## DATA SHOWN
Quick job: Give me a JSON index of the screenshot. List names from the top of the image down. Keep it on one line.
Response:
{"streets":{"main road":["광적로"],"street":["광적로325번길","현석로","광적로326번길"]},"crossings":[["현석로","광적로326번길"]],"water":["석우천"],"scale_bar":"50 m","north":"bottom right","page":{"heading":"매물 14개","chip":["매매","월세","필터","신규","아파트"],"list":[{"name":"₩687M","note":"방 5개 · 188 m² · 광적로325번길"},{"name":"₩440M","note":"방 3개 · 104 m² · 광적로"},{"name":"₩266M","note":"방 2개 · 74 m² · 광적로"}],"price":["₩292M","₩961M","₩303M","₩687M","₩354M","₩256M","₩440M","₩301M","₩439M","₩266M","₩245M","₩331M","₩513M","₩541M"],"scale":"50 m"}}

## TASK BRIEF
Set down the whole listing again, exactly as it was given.

## EXERCISE OUTPUT
Quick job: Give me a JSON index of the screenshot. List names from the top of the image down. Keep it on one line.
Response:
{"streets":{"main road":["광적로"],"street":["광적로325번길","현석로","광적로326번길"]},"crossings":[["현석로","광적로326번길"]],"water":["석우천"],"scale_bar":"50 m","north":"bottom right","page":{"heading":"매물 14개","chip":["매매","월세","필터","신규","아파트"],"list":[{"name":"₩687M","note":"방 5개 · 188 m² · 광적로325번길"},{"name":"₩440M","note":"방 3개 · 104 m² · 광적로"},{"name":"₩266M","note":"방 2개 · 74 m² · 광적로"}],"price":["₩292M","₩961M","₩303M","₩687M","₩354M","₩256M","₩440M","₩301M","₩439M","₩266M","₩245M","₩331M","₩513M","₩541M"],"scale":"50 m"}}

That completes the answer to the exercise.